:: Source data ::
=== Begin Enclosure ===
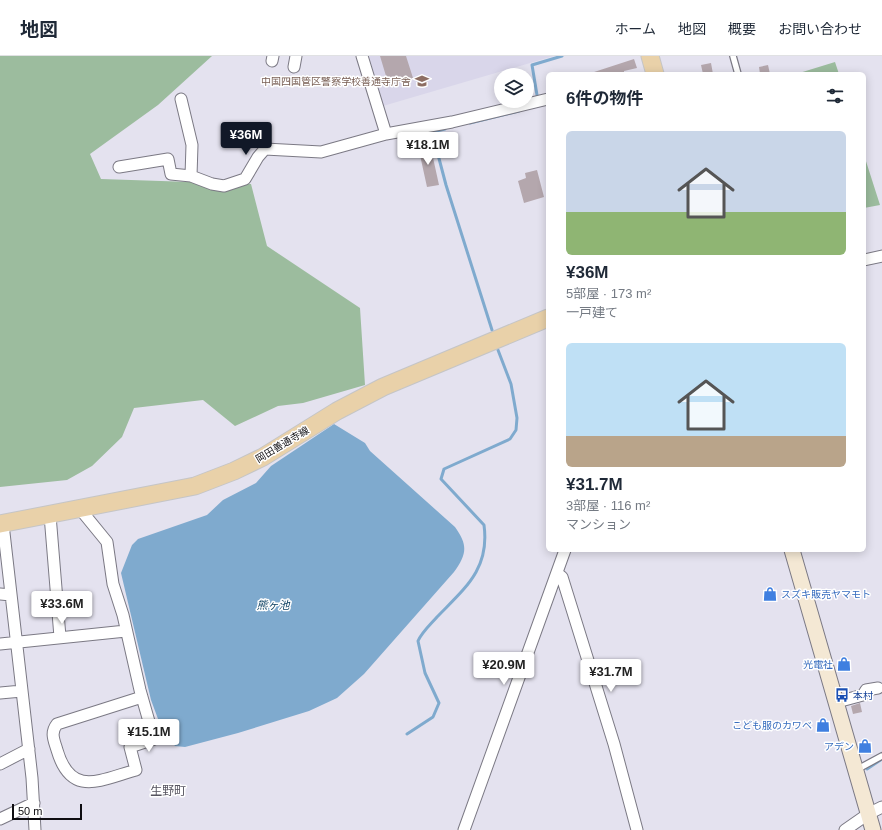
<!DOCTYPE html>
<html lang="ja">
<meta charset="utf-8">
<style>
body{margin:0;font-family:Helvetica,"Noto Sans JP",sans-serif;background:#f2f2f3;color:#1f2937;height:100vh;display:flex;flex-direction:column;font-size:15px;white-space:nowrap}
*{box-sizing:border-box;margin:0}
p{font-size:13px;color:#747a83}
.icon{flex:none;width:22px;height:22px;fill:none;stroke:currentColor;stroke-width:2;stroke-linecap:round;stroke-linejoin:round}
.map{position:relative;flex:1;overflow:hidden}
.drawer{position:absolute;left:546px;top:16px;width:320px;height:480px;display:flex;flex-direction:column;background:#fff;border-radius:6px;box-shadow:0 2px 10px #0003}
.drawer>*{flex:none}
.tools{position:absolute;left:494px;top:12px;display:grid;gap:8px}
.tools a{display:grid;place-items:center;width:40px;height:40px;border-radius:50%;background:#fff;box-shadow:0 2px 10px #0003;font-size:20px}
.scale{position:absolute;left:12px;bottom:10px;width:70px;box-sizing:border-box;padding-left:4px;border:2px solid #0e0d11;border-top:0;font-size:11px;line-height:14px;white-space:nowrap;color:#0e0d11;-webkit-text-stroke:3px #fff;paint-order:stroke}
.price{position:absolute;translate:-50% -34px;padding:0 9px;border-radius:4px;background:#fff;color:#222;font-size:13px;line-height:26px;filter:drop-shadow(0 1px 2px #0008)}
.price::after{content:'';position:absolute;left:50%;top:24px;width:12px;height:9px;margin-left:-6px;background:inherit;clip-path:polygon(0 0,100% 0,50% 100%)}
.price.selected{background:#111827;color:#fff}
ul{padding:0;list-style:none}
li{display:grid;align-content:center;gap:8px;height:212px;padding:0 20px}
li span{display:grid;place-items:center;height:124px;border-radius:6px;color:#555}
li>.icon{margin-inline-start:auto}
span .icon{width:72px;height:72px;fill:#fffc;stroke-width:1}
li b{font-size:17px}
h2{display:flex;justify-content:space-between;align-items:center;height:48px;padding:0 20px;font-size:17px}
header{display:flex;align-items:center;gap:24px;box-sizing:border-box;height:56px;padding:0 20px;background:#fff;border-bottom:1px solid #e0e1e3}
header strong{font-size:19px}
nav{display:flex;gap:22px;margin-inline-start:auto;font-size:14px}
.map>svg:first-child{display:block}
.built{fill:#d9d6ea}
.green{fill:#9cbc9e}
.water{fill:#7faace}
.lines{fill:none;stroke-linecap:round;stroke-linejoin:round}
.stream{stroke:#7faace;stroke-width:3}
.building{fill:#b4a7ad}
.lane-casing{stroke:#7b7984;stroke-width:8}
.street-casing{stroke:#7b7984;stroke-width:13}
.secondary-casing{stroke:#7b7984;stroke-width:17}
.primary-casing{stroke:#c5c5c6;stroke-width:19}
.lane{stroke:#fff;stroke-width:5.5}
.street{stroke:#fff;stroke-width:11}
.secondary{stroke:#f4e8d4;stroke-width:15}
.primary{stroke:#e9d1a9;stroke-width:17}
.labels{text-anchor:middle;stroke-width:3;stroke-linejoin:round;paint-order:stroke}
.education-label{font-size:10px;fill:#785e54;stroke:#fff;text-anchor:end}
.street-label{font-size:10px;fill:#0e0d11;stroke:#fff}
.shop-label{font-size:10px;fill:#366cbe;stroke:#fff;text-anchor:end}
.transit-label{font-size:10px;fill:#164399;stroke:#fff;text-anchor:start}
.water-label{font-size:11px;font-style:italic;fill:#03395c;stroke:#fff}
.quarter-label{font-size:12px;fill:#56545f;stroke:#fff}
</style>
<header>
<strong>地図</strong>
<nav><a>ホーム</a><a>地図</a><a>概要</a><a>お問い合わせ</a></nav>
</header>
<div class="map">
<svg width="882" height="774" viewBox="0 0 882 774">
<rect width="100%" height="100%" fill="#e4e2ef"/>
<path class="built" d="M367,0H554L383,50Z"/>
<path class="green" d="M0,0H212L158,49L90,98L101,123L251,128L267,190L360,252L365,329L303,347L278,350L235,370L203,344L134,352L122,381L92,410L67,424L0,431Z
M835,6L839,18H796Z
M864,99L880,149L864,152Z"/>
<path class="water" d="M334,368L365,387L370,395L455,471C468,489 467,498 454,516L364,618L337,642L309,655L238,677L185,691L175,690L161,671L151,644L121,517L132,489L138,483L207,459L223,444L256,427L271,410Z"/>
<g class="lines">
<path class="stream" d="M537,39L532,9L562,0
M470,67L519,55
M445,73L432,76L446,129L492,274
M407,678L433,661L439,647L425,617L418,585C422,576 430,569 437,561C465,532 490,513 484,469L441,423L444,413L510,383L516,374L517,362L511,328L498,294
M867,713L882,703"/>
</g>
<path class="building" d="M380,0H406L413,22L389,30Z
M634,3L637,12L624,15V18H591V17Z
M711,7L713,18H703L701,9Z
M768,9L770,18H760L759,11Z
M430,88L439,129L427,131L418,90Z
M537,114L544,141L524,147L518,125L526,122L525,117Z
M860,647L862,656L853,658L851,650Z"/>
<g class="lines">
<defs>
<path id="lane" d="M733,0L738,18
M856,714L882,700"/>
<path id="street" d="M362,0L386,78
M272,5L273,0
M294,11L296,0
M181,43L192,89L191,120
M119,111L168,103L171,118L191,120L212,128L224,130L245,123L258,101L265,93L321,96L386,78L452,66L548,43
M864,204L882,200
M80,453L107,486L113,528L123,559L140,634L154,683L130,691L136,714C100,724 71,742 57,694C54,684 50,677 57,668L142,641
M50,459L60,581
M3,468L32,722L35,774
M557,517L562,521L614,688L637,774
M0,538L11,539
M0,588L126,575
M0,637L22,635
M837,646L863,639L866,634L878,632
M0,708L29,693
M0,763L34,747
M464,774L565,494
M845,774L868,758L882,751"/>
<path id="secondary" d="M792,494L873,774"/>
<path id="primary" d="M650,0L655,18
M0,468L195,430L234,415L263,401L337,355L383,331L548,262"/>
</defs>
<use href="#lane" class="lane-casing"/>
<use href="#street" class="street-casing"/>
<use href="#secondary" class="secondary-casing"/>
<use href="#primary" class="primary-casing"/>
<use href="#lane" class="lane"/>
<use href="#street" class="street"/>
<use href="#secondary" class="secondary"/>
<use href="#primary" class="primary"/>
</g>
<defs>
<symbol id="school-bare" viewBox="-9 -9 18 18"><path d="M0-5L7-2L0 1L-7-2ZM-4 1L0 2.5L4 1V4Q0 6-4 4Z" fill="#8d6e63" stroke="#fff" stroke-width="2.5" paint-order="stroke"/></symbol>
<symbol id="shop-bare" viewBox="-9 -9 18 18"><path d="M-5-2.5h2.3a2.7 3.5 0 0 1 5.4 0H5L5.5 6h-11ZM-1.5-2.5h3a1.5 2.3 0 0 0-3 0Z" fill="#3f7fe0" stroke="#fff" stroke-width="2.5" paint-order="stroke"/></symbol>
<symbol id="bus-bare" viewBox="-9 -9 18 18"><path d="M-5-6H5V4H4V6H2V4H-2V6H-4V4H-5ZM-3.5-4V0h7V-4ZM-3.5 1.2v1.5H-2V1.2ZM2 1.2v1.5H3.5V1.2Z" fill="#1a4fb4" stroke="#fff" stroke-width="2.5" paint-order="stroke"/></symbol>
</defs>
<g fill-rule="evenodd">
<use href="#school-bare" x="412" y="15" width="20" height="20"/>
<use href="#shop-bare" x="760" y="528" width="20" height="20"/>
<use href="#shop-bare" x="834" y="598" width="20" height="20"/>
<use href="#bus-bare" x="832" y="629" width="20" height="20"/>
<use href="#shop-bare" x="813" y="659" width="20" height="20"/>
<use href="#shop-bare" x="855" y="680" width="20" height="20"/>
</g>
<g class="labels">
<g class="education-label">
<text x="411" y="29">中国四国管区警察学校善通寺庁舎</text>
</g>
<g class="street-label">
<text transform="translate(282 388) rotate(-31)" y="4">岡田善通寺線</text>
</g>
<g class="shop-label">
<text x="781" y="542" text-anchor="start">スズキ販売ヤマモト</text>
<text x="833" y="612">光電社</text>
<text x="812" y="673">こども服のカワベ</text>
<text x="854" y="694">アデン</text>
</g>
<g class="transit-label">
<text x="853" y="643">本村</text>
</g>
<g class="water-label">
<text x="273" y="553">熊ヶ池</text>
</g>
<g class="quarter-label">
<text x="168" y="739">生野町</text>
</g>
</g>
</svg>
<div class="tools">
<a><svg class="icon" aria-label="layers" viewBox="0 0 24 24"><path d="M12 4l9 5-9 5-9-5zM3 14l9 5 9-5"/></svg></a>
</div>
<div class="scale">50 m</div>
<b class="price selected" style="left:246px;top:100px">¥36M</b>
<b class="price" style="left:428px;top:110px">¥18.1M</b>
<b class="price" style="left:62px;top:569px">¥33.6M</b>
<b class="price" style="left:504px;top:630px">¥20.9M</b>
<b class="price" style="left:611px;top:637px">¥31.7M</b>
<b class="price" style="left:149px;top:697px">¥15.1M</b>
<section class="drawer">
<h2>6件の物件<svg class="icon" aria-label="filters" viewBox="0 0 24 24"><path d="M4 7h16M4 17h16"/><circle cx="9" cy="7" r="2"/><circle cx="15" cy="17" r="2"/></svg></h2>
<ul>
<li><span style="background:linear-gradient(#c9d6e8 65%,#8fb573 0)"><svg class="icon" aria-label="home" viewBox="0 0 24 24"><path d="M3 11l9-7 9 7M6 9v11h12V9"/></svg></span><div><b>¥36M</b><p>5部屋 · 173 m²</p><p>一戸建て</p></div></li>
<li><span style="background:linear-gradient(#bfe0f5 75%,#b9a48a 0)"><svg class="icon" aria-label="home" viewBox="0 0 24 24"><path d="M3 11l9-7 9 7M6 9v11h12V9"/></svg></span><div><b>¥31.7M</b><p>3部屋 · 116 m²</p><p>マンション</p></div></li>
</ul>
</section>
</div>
=== End Enclosure ===
=== Begin Enclosure ===
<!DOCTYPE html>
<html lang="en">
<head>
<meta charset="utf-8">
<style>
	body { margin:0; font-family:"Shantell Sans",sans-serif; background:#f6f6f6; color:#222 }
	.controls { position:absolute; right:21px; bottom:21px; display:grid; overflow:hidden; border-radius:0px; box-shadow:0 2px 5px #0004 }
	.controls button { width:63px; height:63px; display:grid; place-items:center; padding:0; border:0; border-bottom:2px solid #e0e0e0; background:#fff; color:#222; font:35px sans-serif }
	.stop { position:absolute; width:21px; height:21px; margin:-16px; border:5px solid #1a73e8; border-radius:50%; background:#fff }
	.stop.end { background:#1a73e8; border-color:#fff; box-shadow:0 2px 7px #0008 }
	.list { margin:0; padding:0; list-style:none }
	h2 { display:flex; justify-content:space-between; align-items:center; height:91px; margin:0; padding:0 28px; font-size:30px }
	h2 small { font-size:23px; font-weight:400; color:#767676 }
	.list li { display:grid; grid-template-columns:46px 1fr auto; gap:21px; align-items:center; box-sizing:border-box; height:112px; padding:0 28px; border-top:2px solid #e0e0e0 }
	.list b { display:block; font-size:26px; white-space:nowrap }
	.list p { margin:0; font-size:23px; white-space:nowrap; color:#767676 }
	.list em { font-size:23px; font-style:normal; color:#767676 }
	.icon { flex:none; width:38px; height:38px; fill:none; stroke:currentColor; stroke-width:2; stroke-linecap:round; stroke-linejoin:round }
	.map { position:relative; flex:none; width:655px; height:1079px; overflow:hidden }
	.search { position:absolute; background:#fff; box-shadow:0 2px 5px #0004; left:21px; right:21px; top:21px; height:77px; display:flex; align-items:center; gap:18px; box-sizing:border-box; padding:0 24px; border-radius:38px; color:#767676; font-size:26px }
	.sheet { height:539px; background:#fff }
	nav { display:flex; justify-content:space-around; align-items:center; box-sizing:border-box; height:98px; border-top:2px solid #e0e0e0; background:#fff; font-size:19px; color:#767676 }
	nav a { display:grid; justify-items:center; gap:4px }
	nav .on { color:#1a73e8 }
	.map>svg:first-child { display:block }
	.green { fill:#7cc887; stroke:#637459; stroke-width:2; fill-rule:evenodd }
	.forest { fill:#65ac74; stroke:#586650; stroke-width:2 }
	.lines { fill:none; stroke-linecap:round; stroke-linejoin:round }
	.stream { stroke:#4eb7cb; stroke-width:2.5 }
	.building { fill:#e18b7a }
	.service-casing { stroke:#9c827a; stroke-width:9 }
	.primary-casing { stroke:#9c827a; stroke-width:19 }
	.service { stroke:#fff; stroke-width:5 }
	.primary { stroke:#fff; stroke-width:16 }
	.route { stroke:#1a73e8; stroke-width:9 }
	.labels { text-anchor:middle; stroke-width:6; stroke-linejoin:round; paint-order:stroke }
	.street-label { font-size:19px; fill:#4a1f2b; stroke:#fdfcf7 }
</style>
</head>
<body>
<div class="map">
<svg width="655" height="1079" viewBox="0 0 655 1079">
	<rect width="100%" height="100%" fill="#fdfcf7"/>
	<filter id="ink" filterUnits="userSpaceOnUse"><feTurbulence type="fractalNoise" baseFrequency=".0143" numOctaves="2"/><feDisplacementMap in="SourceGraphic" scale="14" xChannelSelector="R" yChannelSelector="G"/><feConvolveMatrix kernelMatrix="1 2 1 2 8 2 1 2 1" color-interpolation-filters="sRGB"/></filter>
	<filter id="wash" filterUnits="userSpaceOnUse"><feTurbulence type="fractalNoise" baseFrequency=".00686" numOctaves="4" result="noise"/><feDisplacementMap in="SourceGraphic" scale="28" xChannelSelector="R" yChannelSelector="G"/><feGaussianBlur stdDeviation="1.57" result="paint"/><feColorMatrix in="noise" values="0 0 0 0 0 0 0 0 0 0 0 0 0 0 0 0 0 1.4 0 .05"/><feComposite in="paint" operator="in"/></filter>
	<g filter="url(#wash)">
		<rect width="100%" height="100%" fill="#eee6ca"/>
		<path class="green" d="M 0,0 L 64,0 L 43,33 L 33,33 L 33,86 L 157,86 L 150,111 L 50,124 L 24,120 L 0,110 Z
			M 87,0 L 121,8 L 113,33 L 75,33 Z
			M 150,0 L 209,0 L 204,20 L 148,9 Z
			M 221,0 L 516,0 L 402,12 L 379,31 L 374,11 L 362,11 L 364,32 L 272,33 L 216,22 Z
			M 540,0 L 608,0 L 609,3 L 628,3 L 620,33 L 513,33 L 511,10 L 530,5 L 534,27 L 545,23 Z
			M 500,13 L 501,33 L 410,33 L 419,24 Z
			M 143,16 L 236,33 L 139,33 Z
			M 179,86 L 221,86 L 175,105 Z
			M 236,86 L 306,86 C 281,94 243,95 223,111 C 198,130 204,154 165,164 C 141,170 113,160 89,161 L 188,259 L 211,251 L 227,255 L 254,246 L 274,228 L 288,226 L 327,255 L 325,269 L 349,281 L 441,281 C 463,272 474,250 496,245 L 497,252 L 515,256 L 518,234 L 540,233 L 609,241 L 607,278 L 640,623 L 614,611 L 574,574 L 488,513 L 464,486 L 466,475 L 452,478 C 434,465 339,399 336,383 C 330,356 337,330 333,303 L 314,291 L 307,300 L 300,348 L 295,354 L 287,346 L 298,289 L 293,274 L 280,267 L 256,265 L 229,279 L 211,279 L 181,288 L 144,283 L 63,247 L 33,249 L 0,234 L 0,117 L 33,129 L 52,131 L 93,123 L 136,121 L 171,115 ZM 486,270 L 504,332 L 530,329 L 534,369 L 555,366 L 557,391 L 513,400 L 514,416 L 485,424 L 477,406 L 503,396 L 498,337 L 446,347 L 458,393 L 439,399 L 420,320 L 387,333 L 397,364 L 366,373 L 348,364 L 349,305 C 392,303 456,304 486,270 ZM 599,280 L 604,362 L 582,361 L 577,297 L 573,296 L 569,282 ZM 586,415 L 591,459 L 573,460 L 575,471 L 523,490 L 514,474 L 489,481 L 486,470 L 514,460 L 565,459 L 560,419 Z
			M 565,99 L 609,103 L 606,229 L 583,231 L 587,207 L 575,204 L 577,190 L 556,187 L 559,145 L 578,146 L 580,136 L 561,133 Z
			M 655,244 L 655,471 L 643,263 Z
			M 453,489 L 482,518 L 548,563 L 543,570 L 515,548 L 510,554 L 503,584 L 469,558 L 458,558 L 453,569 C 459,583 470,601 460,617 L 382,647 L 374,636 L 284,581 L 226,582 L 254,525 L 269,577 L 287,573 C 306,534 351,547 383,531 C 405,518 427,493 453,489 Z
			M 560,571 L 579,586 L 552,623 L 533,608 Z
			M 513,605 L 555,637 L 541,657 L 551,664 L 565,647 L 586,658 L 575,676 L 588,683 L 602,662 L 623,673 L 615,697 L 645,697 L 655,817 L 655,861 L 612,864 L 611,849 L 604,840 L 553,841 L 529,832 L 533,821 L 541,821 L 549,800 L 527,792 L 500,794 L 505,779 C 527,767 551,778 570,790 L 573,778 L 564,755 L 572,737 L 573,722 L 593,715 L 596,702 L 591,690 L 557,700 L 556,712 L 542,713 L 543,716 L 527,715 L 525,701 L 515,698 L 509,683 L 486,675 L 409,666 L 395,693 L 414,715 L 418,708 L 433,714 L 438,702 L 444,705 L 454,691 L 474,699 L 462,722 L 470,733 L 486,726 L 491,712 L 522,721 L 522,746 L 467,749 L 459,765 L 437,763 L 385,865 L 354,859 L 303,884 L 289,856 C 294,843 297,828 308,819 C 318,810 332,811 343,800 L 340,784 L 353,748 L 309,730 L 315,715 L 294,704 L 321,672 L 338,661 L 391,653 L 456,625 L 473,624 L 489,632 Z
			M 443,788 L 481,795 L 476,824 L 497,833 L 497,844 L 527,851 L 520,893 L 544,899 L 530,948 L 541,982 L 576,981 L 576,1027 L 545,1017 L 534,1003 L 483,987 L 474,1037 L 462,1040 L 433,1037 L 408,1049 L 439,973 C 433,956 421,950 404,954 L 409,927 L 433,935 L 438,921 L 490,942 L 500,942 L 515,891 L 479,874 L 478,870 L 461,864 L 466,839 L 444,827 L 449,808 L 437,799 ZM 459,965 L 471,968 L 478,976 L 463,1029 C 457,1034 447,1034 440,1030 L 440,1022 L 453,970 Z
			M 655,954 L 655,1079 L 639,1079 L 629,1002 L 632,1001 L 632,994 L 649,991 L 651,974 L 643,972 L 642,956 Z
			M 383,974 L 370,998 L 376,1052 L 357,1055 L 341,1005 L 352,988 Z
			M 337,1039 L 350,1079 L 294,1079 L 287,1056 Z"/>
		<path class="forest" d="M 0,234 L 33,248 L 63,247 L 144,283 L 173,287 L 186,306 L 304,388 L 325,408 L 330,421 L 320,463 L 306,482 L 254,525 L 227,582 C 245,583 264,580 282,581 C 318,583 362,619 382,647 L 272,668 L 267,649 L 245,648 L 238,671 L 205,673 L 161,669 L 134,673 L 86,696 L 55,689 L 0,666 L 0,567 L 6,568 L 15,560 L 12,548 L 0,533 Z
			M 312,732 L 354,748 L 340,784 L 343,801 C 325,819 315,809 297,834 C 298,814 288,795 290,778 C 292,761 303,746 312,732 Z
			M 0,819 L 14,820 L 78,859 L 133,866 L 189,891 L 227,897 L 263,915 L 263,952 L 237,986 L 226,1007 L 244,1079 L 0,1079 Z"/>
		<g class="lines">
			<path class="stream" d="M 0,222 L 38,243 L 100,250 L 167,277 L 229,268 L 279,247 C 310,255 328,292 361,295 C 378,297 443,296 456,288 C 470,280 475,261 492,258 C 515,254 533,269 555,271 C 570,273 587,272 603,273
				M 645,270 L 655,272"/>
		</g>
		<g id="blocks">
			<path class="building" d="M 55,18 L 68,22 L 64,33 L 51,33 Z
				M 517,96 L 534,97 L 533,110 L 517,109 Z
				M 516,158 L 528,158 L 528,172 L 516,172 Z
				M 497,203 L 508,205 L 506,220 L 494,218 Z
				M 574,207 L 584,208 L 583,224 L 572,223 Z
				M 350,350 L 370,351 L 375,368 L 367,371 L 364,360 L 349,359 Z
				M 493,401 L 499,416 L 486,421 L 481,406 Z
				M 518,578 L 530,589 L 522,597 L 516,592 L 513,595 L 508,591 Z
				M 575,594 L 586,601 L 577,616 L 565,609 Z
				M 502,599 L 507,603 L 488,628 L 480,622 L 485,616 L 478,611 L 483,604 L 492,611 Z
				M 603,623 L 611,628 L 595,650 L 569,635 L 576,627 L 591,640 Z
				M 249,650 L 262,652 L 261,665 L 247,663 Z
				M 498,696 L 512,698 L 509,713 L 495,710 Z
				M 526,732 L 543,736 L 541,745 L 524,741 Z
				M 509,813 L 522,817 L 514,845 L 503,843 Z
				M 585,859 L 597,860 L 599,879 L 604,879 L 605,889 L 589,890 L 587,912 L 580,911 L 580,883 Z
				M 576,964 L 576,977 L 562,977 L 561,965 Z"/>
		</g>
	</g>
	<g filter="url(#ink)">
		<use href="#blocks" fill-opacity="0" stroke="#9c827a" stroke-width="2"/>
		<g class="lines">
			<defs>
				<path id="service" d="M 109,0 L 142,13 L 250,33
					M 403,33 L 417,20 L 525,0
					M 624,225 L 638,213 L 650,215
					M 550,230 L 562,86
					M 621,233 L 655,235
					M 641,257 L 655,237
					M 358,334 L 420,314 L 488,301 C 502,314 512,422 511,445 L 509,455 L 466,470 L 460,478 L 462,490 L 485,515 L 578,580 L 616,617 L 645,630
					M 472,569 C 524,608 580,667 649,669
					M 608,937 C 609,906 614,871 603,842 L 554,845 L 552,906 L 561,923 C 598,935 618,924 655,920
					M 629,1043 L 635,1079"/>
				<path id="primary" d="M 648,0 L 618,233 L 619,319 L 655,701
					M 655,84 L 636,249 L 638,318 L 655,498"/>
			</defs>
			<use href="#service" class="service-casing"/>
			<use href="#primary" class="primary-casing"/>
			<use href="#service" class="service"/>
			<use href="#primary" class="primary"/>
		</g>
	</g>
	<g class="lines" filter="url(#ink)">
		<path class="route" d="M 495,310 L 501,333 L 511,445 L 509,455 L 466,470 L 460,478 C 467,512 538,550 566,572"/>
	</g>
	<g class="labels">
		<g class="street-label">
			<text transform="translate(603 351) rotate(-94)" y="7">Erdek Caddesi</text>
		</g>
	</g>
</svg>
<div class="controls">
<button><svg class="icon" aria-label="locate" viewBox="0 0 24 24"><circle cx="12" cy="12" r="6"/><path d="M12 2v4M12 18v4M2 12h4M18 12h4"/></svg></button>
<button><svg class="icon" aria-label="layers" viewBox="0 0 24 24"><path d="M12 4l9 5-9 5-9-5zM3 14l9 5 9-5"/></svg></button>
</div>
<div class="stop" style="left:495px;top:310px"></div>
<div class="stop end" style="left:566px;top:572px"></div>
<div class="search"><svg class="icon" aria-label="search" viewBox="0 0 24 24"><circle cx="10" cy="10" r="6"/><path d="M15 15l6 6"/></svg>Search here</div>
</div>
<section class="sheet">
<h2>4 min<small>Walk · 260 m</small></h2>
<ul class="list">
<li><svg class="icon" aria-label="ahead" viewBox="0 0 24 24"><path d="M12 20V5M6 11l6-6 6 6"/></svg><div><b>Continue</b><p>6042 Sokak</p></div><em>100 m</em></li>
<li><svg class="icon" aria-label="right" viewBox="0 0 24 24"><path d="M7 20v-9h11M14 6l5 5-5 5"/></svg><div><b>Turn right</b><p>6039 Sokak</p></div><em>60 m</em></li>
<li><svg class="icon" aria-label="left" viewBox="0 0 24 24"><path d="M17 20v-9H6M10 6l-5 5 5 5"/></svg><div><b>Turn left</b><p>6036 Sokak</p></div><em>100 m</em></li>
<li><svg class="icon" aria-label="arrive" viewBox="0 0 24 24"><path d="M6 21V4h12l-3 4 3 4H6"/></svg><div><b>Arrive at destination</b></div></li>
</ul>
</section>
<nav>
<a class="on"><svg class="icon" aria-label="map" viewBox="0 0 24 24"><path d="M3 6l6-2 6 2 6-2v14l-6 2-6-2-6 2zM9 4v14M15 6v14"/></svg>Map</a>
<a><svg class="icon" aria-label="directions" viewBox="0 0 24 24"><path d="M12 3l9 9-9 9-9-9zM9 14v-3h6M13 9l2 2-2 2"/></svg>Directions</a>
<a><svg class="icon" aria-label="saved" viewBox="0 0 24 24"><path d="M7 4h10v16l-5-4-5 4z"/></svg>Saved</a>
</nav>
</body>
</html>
=== End Enclosure ===
:: WHAT TO PRODUCE ::
Which of the lines above hold the word "tools"? Copy each one.

:: TASK SOLUTION ::
.tools{position:absolute;left:494px;top:12px;display:grid;gap:8px}
.tools a{display:grid;place-items:center;width:40px;height:40px;border-radius:50%;background:#fff;box-shadow:0 2px 10px #0003;font-size:20px}
<div class="tools">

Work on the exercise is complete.